La sangre que se concentraba en la cabeza del doctor Urth hacía que sus ojos abiertos pareciesen más hipertiroideos. El que tuviera los ojos abiertos y que los faldones de la camisa del buen doctor se hubieran salido, o caído del interior de los pantalones, le dijo a Davenport qué era lo que ocurría. Sin dar un paso más, Davenport escrutó el suelo.
Los descubrió, no en el suelo mismo, sino sobre uno de los estantes inferiores al que habían rebotado. Avanzó dos pasos, se estiró y recogió lo que estaba buscando el doctor Urth.
—Aquí tiene, doctor Urth.
—Aquí me tiene a mí, ciertamente —resolló el doctor Urth—. Y en una postura muy embarazosa. 
Entonces pareció reconsiderar las palabras y el tono empleado por Davenport. Volvió la mitad de su cuerpo invertido para mirar a Davenport, entrecerró los ojos y aparentemente distinguió lo que Davenport tenía en la mano.
—Ah.
Se enderezó entre jadeos y resuellos, y dejó el sol holograma cargado de energía solar encima de una pila de papeles; estaba evidentemente calculado para que sirviera de pisapapeles además de para ayudar a alumbrar la enorme sala desordenada y en penumbra.
El doctor Urth cogió las gafas de la mano tendida de Davenport.
—Gracias. 
Luego se dibujó en su rostro una cambiante sonrisa, una que varió de la de un búho parpadeante a la de un alegre Buda. Dijo: 
Pero ya ha obtenido usted su recompensa al verme haciendo el ridículo.
Limpió los cristales con un faldón de la camisa, los observó con ojos miopes miró a través de ellos y finalmente se los puso. Las orejas cumplían su cometido, pero la nariz de botón hacía muy poco para sostener la montura.


Con un gesto, el doctor le señaló una silla a Davenport. Él se sentó en el escritorio-sillón con un suspiro al que le hizo eco el asiento. Entrelazó las manos encima de la panza y miró al visitante con expectación. La panza realzaba el aspecto de expectación.

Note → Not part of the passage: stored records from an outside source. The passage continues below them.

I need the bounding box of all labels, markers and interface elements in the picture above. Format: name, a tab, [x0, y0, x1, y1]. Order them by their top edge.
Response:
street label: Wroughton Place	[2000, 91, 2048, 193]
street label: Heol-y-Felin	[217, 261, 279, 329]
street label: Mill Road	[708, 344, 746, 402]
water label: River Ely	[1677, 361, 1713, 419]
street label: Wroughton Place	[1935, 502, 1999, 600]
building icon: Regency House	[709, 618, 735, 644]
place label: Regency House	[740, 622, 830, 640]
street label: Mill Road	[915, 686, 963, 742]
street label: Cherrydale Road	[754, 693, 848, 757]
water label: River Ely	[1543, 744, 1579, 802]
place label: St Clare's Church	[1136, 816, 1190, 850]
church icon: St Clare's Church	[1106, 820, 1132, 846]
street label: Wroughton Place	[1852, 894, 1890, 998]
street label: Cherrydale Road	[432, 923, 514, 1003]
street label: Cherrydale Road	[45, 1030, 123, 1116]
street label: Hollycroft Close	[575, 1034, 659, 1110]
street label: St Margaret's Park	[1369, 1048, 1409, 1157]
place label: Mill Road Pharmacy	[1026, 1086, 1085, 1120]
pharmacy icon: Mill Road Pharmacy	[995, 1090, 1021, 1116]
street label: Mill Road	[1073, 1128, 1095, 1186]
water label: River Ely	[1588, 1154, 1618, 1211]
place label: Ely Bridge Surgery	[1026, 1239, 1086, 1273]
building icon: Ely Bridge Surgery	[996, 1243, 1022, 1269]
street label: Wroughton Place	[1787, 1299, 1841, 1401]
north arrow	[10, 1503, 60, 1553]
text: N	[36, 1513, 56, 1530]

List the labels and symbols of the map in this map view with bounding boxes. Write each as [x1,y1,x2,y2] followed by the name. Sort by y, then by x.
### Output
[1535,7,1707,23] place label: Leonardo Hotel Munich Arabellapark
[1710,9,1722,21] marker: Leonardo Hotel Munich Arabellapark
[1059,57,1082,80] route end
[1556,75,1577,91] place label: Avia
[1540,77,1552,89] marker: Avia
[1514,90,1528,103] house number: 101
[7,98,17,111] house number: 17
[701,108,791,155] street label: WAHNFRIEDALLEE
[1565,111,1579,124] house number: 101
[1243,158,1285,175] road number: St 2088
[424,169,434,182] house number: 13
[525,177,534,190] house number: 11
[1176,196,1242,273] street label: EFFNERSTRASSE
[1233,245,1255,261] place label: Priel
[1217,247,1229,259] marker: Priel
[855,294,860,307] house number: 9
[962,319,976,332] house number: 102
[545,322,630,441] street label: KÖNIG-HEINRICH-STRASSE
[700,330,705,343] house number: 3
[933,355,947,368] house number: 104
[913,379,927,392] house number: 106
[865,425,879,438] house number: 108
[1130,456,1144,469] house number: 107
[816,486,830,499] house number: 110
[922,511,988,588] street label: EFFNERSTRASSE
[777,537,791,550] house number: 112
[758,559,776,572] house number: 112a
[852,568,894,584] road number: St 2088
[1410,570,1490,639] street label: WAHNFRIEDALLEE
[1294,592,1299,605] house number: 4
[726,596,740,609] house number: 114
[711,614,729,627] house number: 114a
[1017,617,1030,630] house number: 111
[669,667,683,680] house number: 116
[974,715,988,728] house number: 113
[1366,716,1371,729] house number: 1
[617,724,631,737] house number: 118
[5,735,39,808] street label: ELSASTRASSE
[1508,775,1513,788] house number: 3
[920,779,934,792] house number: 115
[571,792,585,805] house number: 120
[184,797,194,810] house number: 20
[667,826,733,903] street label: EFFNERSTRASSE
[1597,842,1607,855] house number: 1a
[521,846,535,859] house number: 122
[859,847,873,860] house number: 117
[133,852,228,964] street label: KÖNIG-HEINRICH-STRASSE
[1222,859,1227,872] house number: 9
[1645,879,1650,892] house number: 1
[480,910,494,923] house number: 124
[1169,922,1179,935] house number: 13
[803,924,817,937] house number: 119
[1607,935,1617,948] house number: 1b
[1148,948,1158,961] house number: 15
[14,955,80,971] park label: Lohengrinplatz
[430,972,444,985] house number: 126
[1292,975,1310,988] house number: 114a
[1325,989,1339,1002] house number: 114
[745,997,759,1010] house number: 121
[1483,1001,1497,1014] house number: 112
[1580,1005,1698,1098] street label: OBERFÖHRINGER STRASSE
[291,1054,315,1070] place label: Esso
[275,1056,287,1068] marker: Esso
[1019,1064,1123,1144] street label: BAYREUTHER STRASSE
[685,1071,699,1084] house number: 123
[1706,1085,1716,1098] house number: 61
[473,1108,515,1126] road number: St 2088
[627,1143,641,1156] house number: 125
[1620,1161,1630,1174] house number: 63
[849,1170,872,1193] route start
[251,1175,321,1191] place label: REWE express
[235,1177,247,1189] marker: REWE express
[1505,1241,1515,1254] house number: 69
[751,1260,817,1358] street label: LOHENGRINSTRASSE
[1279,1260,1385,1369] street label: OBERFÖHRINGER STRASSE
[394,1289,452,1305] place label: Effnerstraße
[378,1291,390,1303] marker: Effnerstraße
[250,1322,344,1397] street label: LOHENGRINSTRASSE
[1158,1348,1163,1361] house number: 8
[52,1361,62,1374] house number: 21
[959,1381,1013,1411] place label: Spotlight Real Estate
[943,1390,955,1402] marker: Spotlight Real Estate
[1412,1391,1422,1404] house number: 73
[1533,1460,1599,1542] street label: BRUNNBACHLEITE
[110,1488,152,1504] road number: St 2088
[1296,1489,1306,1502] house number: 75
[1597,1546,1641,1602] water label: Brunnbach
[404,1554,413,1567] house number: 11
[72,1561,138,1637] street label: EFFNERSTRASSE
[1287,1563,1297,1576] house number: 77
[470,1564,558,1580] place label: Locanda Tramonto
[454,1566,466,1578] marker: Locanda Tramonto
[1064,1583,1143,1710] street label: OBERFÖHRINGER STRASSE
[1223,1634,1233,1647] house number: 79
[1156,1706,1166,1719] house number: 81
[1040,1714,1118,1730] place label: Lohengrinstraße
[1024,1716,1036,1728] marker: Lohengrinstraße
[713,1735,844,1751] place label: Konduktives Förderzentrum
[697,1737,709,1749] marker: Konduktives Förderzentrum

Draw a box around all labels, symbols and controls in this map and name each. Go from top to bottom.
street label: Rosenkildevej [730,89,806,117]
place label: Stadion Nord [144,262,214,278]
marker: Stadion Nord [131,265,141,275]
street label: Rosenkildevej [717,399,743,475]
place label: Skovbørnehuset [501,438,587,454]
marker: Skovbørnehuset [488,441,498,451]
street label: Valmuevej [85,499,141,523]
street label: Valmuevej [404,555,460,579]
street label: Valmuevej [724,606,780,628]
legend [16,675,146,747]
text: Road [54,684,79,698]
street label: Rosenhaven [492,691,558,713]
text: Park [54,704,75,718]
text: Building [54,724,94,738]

—¿Se trata esta visita de la muerte de Terrarium Nueve?
Davenport asintió con la cabeza.
—"Muerte" es la palabra de trabajo para lo ocurrido allí. "Muerte" es un término lo suficientemente ambiguo para algo que no podemos definir satisfactoriamente. No podemos llamarlo accidente, no podemos llamarlo asesinato, y no estamos dispuestos a llamarlo suicidio.
El doctor Urth adoptó una postura más cómoda.
—Cuénteme los detalles.
—Será mejor y más fácil mostrárselos.
Davenport sacó una hoja de hologramas de uno de sus espaciosos bolsillos. Dio unos saltitos con la silla para aproximarla al doctor Urth, y se inclinó para mostrarle los hologramas uno por uno, señalar y explicar.
—Aquí tiene un primer plano de Terrarium Nueve tomada desde el vehículo de investigación cuando llegaba en respuesta a una alarma de anormalidad. Flammersfeld, el único experimentador a bordo de la Terrarium Nueve, no había transmitido su informe diario a la central de la Tierra a la hora prevista, no había enviado la señal de Todo-En-Orden a la hora indicada, ni había respondido a las llamadas de preocupación… Aquí están las tomas que la oficial al mando tomó de las dos plataformas de atraque antes de realizar su entrada por el puerto norte. Advertirá la presencia de al menos un año de polvo estelar intacto en ambas plataformas. Eso indica que nadie atracó allí desde la última vez en que la Terrarium Nueve repostó, hace un año entero… Aquí tiene el escenario de la muerte, emplazado en la esfera más interior.
El doctor Urth cogió este último holograma en sus manos y realizó un prolongado escrutinio del mismo. Luego le dirigió a Davenport una mirada burlona.
—Aparte de decirme que Flammersfeld acababa de bajar a sus dependencias desde Buck Dos, que llevaba consigo una col para estudiarla o para comérsela, que salió del ascensor y cayó muerto tras habérsele clavado de alguna forma un dardo con la punta envenenada en el tobillo, este holograma no me dice todo lo que necesito saber si voy a ayudarlo a dilucidar su muerte. ¿Qué hay de los descubrimientos de la autopsia? ¿Qué veneno era ese?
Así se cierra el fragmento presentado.